----- EXERCISE MATERIALS -----
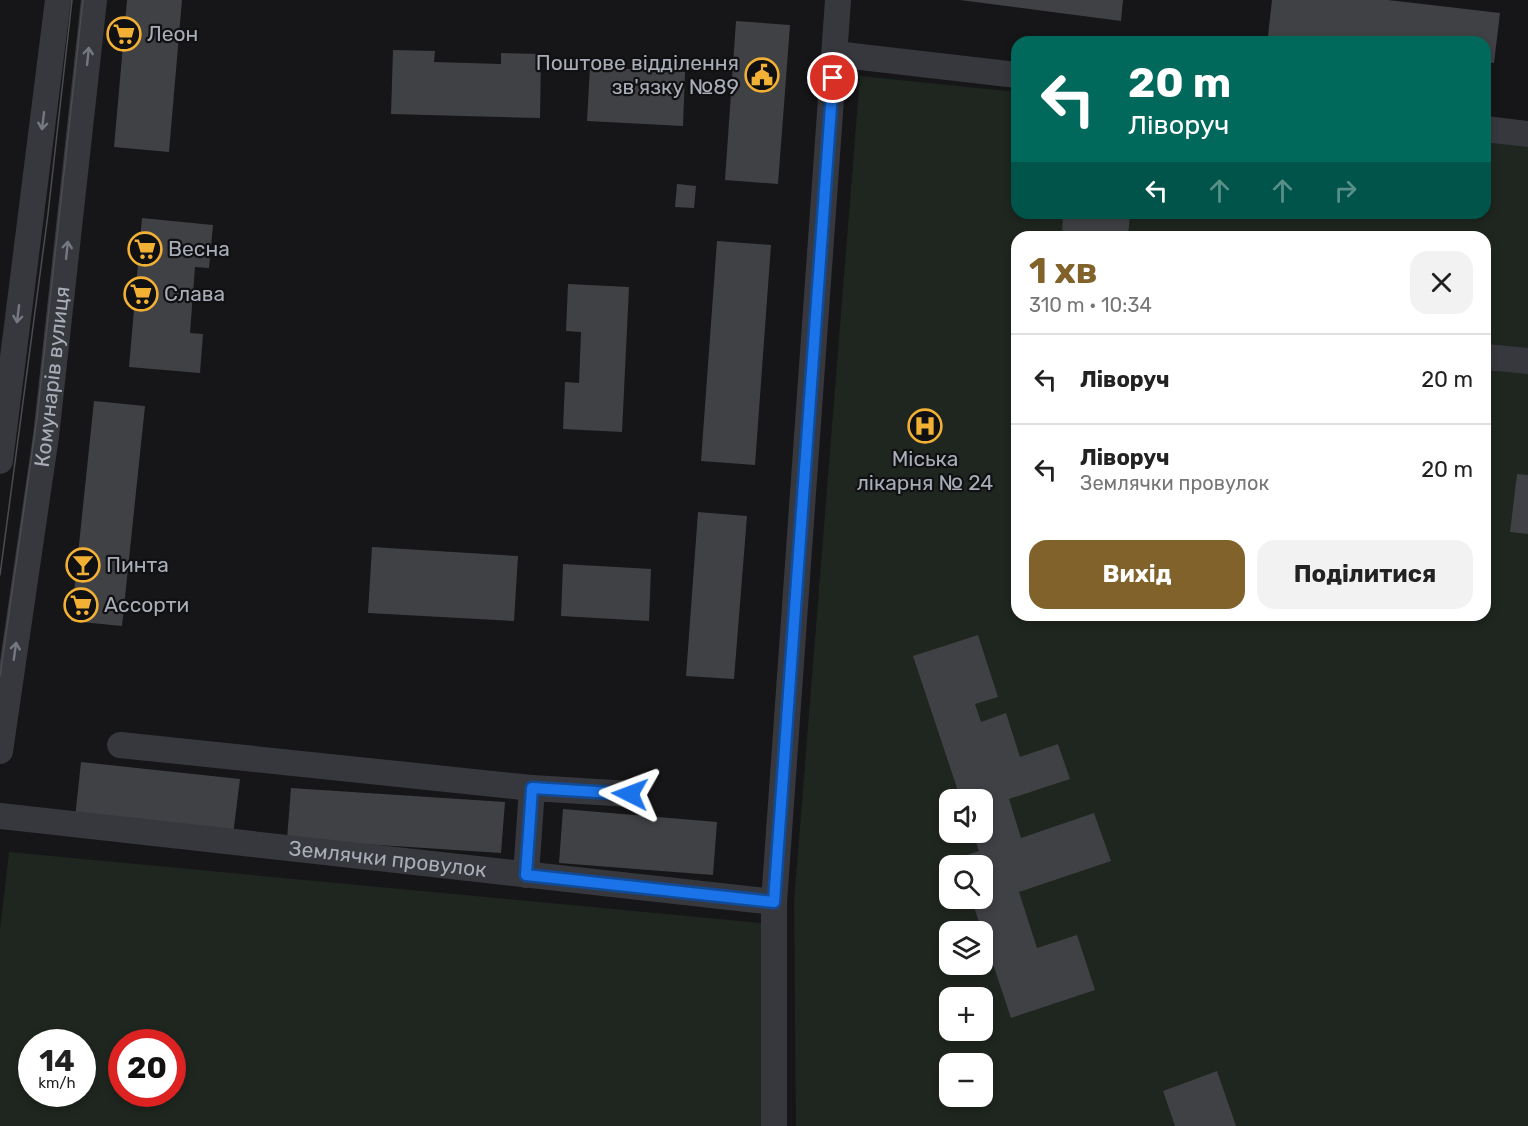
<!DOCTYPE html>
<html lang="uk">
<meta charset="utf-8">
<style>
body{margin:0;font-family:Rubik,sans-serif;background:#f2f2f2;color:#222;height:100vh;display:flex;flex-direction:column;font-size:22px;white-space:nowrap}
*{box-sizing:border-box;margin:0}
p{font-size:20px;color:#767676}
.icon{flex:none;width:33px;height:33px;fill:none;stroke:currentColor;stroke-width:2;stroke-linecap:round;stroke-linejoin:round}
.map{position:relative;flex:1;overflow:hidden}
.details{position:absolute;left:1011px;top:231px;width:480px;height:390px;display:flex;flex-direction:column;background:#fff;border-radius:18px;box-shadow:0 3px 9px #0003}
.details>*{flex:none}
.top-card{position:absolute;left:1011px;top:36px;width:480px;height:183px;border-radius:18px;box-shadow:0 3px 9px #0003;background:#00695c;color:#fff;overflow:hidden}
.controls{position:absolute;left:939px;top:789px;display:grid;gap:12px}
.controls a{display:grid;place-items:center;width:54px;height:54px;border-radius:12px;background:#fff;box-shadow:0 3px 9px #0003;font-size:30px}
.speed{position:absolute;left:18px;top:1029px;display:flex;gap:12px;font-size:30px;font-weight:700;text-align:center}
.speed>*{display:grid;place-content:center;width:78px;height:78px;border-radius:50%;background:#fff;box-shadow:0 3px 9px #0003;line-height:1}
.speed small{font-size:15px;font-weight:400}
.speed .limit{border:9px solid #d22;background:#fff;color:#111}
.pin{position:absolute;display:grid;place-items:center;width:51px;height:51px;color:#fff;margin:-26px;border:3px solid #fff;border-radius:50%;box-shadow:0 2px 6px #0007}
.me{position:absolute;width:66px;margin:-33px;rotate:273deg;stroke-linejoin:round;filter:drop-shadow(0 0 4px #0008)}
.turn{display:flex;align-items:center;gap:21px;height:126px;padding:0 18px;font-size:27px}
.turn .icon{width:78px;height:78px;stroke-width:2.5}
.turn b{display:block;font-size:42px;line-height:51px}
.lanes{display:flex;align-items:center;height:57px;padding:0 18px;background:#0003;justify-content:center;gap:30px;direction:ltr}
.lanes .off{opacity:.35}
.round{display:grid;place-items:center;flex:none;width:63px;height:63px;border-radius:18px;background:#f2f2f2}
.summary{display:flex;align-items:center;justify-content:space-between;height:102px;padding:0 18px}
h1{font-size:36px;font-weight:700;line-height:45px;color:#80622a}
.cta{display:flex;gap:12px;margin-top:auto;padding:12px 18px}
.cta a{flex:1;height:69px;border-radius:18px;background:#80622a;color:#fff;font-size:24px;font-weight:700;line-height:69px;text-align:center}
.cta a+a{background:#f2f2f2;color:#222}
ul{padding:0;list-style:none}
li{display:flex;align-items:center;gap:18px;height:90px;padding:0 18px;border-top:2px solid #e0e0e0}
li div{flex:1}
li b{display:block;font-size:22px}
li em{font-style:normal}
.map>svg:first-child{display:block}
.green{fill:#1e261f;fill-rule:evenodd}
.building{fill:#404145}
.lines{fill:none;stroke-linecap:round;stroke-linejoin:round}
.minor{stroke:#37383d;stroke-width:26}
.tram{stroke:#4a4c52;stroke-width:1.5}
.oneway{stroke:#757881}
.route-casing{stroke:#114b97;stroke-width:15}
.route{stroke:#1a73e8;stroke-width:10}
.labels{text-anchor:middle;stroke-width:4.5;stroke-linejoin:round;paint-order:stroke}
.poi-label{font-size:21px;fill:#a8adb8;stroke:#111113;text-anchor:start}
.street-label{font-size:21px;fill:#a8adb8;stroke:#111113}
</style>
<div class="map">
<svg width="1528" height="1126" viewBox="0 0 1528 1126">
<rect width="100%" height="100%" fill="#161618"/>
<path class="green" d="M860,76l157,16v121h468v-73l43,4v982h-732l-2,-224zM1017,237h468v378h-468zM950,800h32v32h-32zM950,866h32v32h-32zM950,932h32v32h-32zM950,998h32v32h-32zM950,1064h32v32h-32z
M9,852l752,71v203h-761v-197zM32,1042h50v52h-50zM122,1042h50v52h-50z"/>
<path class="building" d="M127,0h55l-13,152 -55,-5z
M960,0h163l-2,21z
M1272,0h116l112,13 -6,50 -9,-1v-20h-169l-48,-6z
M736,21l54,4 -12,159 -53,-4z
M393,50l42,1 -1,11 67,2v-11l40,1 -1,64 -149,-4z
M590,67l95,5 -2,54 -96,-5z
M677,184l19,2 -2,22 -19,-1z
M1063,213h67l-2,24h-66z
M142,218l71,7 -4,43 -14,-1 -5,66 13,1 -3,39 -71,-6z
M717,241l54,4 -16,220 -54,-4z
M568,284l61,3 -7,145 -59,-3 2,-47 14,1 2,-51 -15,-1z
M94,401l51,5 -23,220 -51,-5z
M1517,474l11,1v59l-18,-2z
M698,512l49,4 -13,163 -48,-3z
M372,547l146,9 -4,65 -146,-8z
M563,564l88,5 -2,52 -88,-5z
M978,635l20,62 -23,7 6,18 25,-9 14,44 38,-13 12,35 -61,20 12,39 73,-25 17,48 -92,31 18,56 40,-13 18,55 -84,28 -40,-120h11v-32h-22l-2,-8 21,-7 -7,-19h10v-32h-21l-48,-144z
M81,762l159,17 -7,56 -158,-17z
M291,788l214,14 -4,51 -214,-14z
M563,809l154,13 -4,53 -154,-12z
M1217,1071l19,55h-61l-12,-35z"/>
<g class="lines">
<g class="minor">
<path d="M835,54l182,21"/>
<path d="M1485,129l43,5"/>
<path d="M1485,357l43,4"/>
<path d="M0,461l58,-461"/>
<path d="M120,745l412,43"/>
<path id="s1" d="M0,751l46,-315 48,-436"/>
<path id="s2" d="M0,816l774,86"/>
<path d="M526,875l6,-87 98,6"/>
<path d="M774,1126v-224l64,-902"/>
</g>
<path class="tram" d="M0,575l48,-361 24,-214
M0,676l37,-258 46,-418"/>
</g>
<defs><path id="oneway-shaft" d="M-6 0H5M1.5-3L5.5 0L1.5 3" fill="none" stroke-width="1.6" stroke-linecap="round" stroke-linejoin="round" transform="scale(1.5)"/></defs>
<g class="oneway">
<use href="#oneway-shaft" transform="translate(88 56) rotate(-84)"/>
<use href="#oneway-shaft" transform="translate(43 121) rotate(97)"/>
<use href="#oneway-shaft" transform="translate(67 250) rotate(-84)"/>
<use href="#oneway-shaft" transform="translate(18 314) rotate(97)"/>
<use href="#oneway-shaft" transform="translate(15 651) rotate(-82)"/>
</g>
<g class="lines">
<defs>
<path id="route" d="M630,794l-98,-6 -6,87 248,27 59,-824"/>
</defs>
<use href="#route" class="route-casing"/>
<use href="#route" class="route"/>
</g>
<defs>
<symbol id="supermarket-ring" viewBox="-11 -11 22 22"><circle r="9.5" fill="#111113" stroke="#f2b134" stroke-width="1.5"/><path d="M-6-5.5h2.5l.6 2H6L4.5 2H-2.5L-4.4-4H-6ZM-1.5 3.2a1.3 1.3 0 1 0 .1 0ZM3 3.2a1.3 1.3 0 1 0 .1 0Z" fill="#f2b134"/></symbol>
<symbol id="civic-ring" viewBox="-11 -11 22 22"><circle r="9.5" fill="#111113" stroke="#f2b134" stroke-width="1.5"/><path d="M-.6-6.5H3V-4.5H.6V-3L4-1V1h2V6H-6V1h2V-1L-.6-3ZM-1.2 2.5V6h2.4V2.5Z" fill="#f2b134"/></symbol>
<symbol id="hospital-ring" viewBox="-11 -11 22 22"><circle r="9.5" fill="#111113" stroke="#f2b134" stroke-width="1.5"/><path d="M-5-5h3v3.5h4V-5h3V5h-3V1.5h-4V5h-3Z" fill="#f2b134"/></symbol>
<symbol id="bar-ring" viewBox="-11 -11 22 22"><circle r="9.5" fill="#111113" stroke="#f2b134" stroke-width="1.5"/><path d="M-6-5H6L.8 .8V4.5H3.5V6h-7V4.5H-.8V.8Z" fill="#f2b134"/></symbol>
</defs>
<g fill-rule="evenodd">
<use href="#supermarket-ring" x="105" y="15" width="38" height="38"/>
<use href="#civic-ring" x="743" y="56" width="38" height="38"/>
<use href="#supermarket-ring" x="126" y="230" width="38" height="38"/>
<use href="#supermarket-ring" x="122" y="275" width="38" height="38"/>
<use href="#hospital-ring" x="906" y="407" width="38" height="38"/>
<use href="#bar-ring" x="64" y="546" width="38" height="38"/>
<use href="#supermarket-ring" x="62" y="586" width="38" height="38"/>
</g>
<g class="labels">
<g class="poi-label">
<text x="147" y="41">Леон</text>
<text x="739" y="70" text-anchor="end">Поштове відділення<tspan x="739" dy="24">зв'язку №89</tspan></text>
<text x="168" y="256">Весна</text>
<text x="164" y="301">Слава</text>
<text x="925" y="466" text-anchor="middle">Міська<tspan x="925" dy="24">лікарня № 24</tspan></text>
<text x="106" y="572">Пинта</text>
<text x="104" y="612">Ассорти</text>
</g>
<g class="street-label">
<text dy="7" stroke="none"><textPath href="#s1" startOffset="378">Комунарів вулиця</textPath></text>
<text dy="7" stroke="none"><textPath href="#s2" startOffset="390">Землячки провулок</textPath></text>
</g>
</g>
</svg>
<div class="controls">
<a><svg class="icon" aria-label="sound" viewBox="0 0 24 24"><path d="M4 9h4l5-4v14l-5-4H4zM17 9q2 3 0 6"/></svg></a>
<a><svg class="icon" aria-label="search" viewBox="0 0 24 24"><circle cx="10" cy="10" r="6"/><path d="M15 15l6 6"/></svg></a>
<a><svg class="icon" aria-label="layers" viewBox="0 0 24 24"><path d="M12 4l9 5-9 5-9-5zM3 14l9 5 9-5"/></svg></a>
<a>+</a>
<a>−</a>
</div>
<div class="speed"><div>14<small>km/h</small></div><div class="limit">20</div></div>
<div class="pin" style="left:833px;top:78px;background:#d93025"><svg class="icon" aria-label="arrive" viewBox="0 0 24 24"><path d="M6 21V4h12l-3 4 3 4H6"/></svg></div>
<svg class="me" style="left:630px;top:794px" viewBox="-20 -20 40 40"><path d="M0-17L14 15 0 8-14 15z" fill="#1a73e8" stroke="#fff" stroke-width="4"/></svg>
<div class="top-card">
<div class="turn"><svg class="icon" aria-label="left" viewBox="0 0 24 24"><path d="M17 20v-9H6M10 6l-5 5 5 5"/></svg><div><b>20 m</b>Ліворуч</div></div>
<div class="lanes"><svg class="icon" aria-label="left" viewBox="0 0 24 24"><path d="M17 20v-9H6M10 6l-5 5 5 5"/></svg><svg class="icon off" aria-label="ahead" viewBox="0 0 24 24"><path d="M12 20V5M6 11l6-6 6 6"/></svg><svg class="icon off" aria-label="ahead" viewBox="0 0 24 24"><path d="M12 20V5M6 11l6-6 6 6"/></svg><svg class="icon off" aria-label="right" viewBox="0 0 24 24"><path d="M7 20v-9h11M14 6l5 5-5 5"/></svg></div>
</div>
<section class="details">
<div class="summary"><div><h1>1 хв</h1><p>310 m · 10:34</p></div><a class="round"><svg class="icon" aria-label="close" viewBox="0 0 24 24"><path d="M6 6l12 12M18 6L6 18"/></svg></a></div>
<ul>
<li><svg class="icon" aria-label="left" viewBox="0 0 24 24"><path d="M17 20v-9H6M10 6l-5 5 5 5"/></svg><div><b>Ліворуч</b></div><em>20 m</em></li>
<li><svg class="icon" aria-label="left" viewBox="0 0 24 24"><path d="M17 20v-9H6M10 6l-5 5 5 5"/></svg><div><b>Ліворуч</b><p>Землячки провулок</p></div><em>20 m</em></li>
</ul>
<div class="cta"><a>Вихід</a><a>Поділитися</a></div>
</section>
</div>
-----
### TASK DETAILS
Where the string "textPath" appears in a line of the entries above, return that line.

### SOLVED PROBLEM
<text dy="7" stroke="none"><textPath href="#s1" startOffset="378">Комунарів вулиця</textPath></text>
<text dy="7" stroke="none"><textPath href="#s2" startOffset="390">Землячки провулок</textPath></text>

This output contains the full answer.